**Task to carry out:** For the word "image", state the number of lines in the data that contain it, and nothing else.

*** Materials provided ***

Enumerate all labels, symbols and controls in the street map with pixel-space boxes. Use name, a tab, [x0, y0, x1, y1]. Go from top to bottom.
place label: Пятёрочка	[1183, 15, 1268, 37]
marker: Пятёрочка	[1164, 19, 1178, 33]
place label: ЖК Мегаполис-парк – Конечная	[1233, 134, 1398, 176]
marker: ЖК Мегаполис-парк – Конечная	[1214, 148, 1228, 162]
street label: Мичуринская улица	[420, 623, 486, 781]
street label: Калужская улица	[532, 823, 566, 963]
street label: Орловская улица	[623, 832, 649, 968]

***
*** Materials provided ***

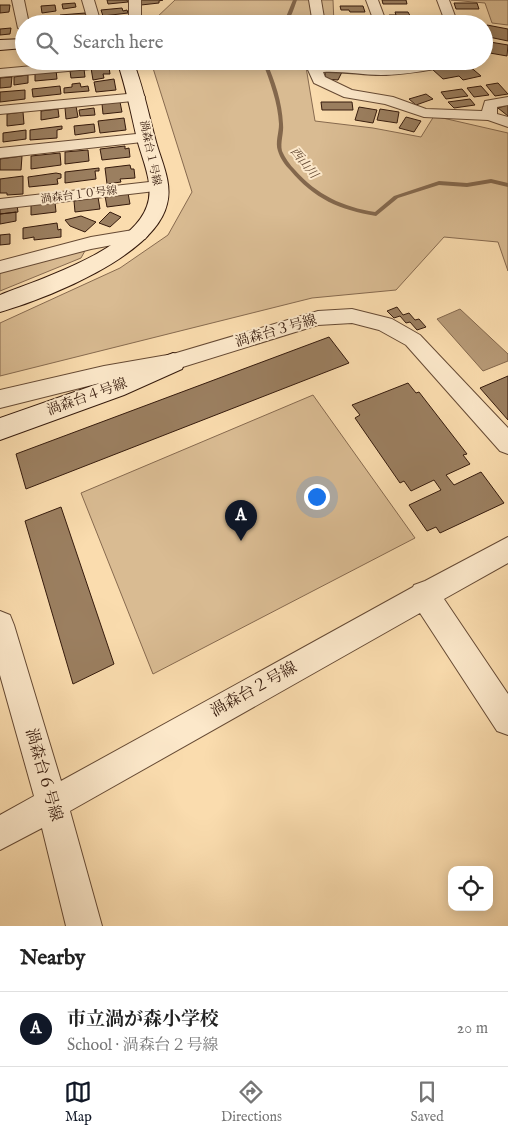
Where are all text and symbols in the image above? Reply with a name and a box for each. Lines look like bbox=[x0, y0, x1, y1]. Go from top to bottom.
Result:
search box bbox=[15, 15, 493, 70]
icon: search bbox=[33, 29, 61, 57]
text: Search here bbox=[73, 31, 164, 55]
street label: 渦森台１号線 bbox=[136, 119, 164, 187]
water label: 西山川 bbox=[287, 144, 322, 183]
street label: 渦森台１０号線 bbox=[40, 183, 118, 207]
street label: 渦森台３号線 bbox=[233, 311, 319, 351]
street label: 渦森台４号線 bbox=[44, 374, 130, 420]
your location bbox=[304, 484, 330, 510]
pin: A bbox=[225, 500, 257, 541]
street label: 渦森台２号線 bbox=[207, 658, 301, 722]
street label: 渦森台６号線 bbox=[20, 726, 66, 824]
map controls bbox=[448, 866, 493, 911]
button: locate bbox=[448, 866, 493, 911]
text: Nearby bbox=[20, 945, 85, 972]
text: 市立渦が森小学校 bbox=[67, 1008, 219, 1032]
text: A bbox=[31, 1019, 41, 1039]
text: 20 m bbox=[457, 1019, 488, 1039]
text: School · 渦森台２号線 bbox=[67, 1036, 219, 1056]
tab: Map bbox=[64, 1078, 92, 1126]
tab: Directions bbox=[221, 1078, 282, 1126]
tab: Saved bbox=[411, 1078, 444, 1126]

***
*** Materials provided ***

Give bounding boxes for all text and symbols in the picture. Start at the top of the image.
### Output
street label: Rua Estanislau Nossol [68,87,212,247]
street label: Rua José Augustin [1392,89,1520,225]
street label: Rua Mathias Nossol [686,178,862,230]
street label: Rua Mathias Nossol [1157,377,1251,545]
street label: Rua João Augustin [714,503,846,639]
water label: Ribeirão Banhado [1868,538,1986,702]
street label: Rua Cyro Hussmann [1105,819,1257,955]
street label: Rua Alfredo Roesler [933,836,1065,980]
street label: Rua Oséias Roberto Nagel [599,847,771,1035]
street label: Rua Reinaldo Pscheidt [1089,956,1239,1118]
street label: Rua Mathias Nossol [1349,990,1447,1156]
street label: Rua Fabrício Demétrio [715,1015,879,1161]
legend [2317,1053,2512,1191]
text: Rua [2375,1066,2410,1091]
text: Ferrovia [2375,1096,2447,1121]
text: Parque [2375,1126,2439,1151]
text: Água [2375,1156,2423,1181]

***

**Reply to the exercise:** 2